Stored data entries
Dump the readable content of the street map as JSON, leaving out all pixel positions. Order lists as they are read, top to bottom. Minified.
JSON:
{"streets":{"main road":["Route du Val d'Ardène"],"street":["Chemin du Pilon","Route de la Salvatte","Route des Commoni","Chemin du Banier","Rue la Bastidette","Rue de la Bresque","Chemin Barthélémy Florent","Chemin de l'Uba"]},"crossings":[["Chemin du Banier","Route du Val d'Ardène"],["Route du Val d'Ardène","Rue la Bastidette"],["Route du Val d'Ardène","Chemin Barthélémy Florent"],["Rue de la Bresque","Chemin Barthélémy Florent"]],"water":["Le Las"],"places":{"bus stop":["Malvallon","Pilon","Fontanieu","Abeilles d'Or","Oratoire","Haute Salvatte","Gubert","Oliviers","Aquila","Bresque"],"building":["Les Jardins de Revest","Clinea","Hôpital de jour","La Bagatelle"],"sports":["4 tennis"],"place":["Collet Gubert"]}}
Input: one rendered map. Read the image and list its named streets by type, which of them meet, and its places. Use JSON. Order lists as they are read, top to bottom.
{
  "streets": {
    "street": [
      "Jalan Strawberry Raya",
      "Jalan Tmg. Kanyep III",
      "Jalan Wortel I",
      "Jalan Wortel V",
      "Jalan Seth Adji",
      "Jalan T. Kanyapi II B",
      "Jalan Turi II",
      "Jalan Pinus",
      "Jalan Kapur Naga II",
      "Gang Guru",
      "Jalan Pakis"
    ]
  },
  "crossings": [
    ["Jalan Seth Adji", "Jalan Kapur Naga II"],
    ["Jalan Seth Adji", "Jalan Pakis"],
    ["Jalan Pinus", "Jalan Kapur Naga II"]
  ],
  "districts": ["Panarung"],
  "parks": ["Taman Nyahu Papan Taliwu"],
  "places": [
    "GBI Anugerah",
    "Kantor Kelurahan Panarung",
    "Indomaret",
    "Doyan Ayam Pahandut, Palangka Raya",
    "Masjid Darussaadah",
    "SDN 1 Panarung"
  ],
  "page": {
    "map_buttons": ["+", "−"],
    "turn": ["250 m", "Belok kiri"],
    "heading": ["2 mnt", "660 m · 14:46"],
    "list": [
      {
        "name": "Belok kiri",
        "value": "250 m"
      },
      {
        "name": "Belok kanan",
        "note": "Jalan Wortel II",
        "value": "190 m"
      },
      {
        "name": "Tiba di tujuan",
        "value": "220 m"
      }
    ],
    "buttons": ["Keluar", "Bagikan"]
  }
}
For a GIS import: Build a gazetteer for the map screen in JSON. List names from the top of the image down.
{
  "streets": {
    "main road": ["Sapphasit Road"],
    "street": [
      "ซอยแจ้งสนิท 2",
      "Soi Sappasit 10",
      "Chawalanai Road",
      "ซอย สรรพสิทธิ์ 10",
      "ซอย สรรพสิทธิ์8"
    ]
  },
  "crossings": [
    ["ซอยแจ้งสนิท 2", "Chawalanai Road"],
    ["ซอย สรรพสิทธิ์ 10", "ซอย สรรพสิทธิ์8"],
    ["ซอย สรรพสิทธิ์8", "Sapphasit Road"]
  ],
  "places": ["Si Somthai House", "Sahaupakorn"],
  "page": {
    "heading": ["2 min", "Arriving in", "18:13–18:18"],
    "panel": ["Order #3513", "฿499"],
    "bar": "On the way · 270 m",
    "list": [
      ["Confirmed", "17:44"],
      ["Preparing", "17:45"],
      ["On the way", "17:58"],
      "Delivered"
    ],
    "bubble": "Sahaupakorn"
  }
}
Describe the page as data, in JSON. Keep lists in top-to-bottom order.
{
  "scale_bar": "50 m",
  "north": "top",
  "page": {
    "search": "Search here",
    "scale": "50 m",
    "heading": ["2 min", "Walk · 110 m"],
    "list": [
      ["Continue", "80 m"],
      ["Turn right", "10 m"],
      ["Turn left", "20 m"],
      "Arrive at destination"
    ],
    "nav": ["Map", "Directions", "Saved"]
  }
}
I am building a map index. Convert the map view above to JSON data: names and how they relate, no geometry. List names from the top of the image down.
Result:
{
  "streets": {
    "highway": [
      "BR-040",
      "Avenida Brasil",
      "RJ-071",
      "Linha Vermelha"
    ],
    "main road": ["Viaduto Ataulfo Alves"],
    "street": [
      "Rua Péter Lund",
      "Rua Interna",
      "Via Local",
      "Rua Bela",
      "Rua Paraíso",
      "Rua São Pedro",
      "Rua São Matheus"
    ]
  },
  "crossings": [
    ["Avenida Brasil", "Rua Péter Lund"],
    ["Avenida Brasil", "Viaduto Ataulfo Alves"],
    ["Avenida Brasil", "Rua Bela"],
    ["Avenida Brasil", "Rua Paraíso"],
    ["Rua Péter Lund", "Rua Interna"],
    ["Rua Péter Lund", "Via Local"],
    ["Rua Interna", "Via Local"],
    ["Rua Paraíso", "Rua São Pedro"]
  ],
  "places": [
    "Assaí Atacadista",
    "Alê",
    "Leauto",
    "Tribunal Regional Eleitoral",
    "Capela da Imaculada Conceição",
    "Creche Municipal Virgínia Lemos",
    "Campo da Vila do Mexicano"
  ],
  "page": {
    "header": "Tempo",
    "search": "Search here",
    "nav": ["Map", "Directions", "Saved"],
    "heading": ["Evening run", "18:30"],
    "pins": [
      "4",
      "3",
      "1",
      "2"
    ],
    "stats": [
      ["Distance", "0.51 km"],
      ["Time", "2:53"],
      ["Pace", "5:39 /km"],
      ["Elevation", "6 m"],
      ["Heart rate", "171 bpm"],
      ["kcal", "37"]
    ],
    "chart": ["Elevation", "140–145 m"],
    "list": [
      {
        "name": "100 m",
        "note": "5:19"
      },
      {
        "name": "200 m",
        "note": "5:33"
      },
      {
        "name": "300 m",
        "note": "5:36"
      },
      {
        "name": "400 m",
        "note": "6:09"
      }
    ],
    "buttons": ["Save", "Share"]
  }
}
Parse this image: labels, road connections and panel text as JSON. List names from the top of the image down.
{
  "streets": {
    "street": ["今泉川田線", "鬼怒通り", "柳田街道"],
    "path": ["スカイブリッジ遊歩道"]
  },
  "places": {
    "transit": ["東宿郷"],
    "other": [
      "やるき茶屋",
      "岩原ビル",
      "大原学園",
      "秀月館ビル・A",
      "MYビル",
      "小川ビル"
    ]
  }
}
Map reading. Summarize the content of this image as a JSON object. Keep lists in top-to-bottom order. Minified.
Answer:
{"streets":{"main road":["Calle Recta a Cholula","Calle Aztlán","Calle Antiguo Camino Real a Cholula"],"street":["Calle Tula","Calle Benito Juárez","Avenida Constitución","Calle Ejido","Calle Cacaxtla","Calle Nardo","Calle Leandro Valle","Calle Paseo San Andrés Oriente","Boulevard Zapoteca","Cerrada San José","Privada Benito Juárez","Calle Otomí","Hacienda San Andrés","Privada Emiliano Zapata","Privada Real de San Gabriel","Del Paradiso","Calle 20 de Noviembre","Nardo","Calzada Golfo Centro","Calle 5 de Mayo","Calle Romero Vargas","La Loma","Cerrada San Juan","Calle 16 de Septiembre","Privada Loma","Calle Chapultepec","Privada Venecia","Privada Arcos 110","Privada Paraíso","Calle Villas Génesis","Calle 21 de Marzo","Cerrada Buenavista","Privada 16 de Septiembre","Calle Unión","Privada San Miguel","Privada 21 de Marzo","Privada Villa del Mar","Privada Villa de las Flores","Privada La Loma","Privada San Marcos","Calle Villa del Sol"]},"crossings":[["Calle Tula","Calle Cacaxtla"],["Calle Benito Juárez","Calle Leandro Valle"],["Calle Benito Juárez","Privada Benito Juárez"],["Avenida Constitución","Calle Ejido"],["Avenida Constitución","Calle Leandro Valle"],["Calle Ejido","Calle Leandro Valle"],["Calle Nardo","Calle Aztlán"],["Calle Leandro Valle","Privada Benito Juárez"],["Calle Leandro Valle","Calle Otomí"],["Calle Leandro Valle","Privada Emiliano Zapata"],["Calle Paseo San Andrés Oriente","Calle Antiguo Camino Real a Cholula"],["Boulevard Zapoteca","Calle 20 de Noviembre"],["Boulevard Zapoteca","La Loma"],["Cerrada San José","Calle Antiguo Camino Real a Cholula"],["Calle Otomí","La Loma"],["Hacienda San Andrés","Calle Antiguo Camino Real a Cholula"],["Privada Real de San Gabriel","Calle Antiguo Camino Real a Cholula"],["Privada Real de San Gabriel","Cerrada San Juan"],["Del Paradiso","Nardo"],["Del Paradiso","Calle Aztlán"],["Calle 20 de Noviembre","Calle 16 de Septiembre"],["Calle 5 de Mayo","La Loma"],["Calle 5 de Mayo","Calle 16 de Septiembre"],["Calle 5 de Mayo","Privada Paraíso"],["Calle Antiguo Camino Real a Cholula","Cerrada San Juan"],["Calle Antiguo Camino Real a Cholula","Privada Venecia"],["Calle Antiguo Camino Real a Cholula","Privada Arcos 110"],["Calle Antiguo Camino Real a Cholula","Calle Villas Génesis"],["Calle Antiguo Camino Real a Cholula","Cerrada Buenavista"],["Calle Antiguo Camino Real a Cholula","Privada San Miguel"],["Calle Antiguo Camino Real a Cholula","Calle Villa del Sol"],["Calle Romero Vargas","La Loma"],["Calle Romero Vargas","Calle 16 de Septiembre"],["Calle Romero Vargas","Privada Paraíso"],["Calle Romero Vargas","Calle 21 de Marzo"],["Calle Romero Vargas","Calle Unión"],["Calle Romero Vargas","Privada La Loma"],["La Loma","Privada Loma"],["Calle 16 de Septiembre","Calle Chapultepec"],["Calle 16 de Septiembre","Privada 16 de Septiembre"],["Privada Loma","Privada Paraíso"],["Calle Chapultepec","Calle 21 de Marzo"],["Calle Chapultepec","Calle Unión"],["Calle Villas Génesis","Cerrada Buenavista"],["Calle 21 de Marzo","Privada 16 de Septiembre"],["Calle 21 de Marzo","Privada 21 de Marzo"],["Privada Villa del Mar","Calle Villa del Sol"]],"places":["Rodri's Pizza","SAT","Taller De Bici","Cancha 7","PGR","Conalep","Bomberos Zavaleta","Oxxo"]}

### YOUR ASSIGNMENT
The reply is to be one number, the count of lines in the records above that contain "down".

### RESULT
3